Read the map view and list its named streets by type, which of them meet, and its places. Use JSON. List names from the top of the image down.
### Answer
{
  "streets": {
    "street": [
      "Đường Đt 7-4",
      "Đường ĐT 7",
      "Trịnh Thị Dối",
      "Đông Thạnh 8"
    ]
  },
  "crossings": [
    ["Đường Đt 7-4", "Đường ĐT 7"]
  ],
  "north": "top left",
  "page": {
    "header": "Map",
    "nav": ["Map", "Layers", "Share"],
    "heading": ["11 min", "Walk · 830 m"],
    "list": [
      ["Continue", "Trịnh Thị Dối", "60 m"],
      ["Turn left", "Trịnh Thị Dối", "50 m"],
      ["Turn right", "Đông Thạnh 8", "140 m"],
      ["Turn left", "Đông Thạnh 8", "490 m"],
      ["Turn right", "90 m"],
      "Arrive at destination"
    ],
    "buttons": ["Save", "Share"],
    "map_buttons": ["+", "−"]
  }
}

» **Your goal**:
Would you please give all of the records again exactly as they stand?

» **Task solution**:
Read the map view and list its named streets by type, which of them meet, and its places. Use JSON. List names from the top of the image down.
### Answer
{
  "streets": {
    "street": [
      "Đường Đt 7-4",
      "Đường ĐT 7",
      "Trịnh Thị Dối",
      "Đông Thạnh 8"
    ]
  },
  "crossings": [
    ["Đường Đt 7-4", "Đường ĐT 7"]
  ],
  "north": "top left",
  "page": {
    "header": "Map",
    "nav": ["Map", "Layers", "Share"],
    "heading": ["11 min", "Walk · 830 m"],
    "list": [
      ["Continue", "Trịnh Thị Dối", "60 m"],
      ["Turn left", "Trịnh Thị Dối", "50 m"],
      ["Turn right", "Đông Thạnh 8", "140 m"],
      ["Turn left", "Đông Thạnh 8", "490 m"],
      ["Turn right", "90 m"],
      "Arrive at destination"
    ],
    "buttons": ["Save", "Share"],
    "map_buttons": ["+", "−"]
  }
}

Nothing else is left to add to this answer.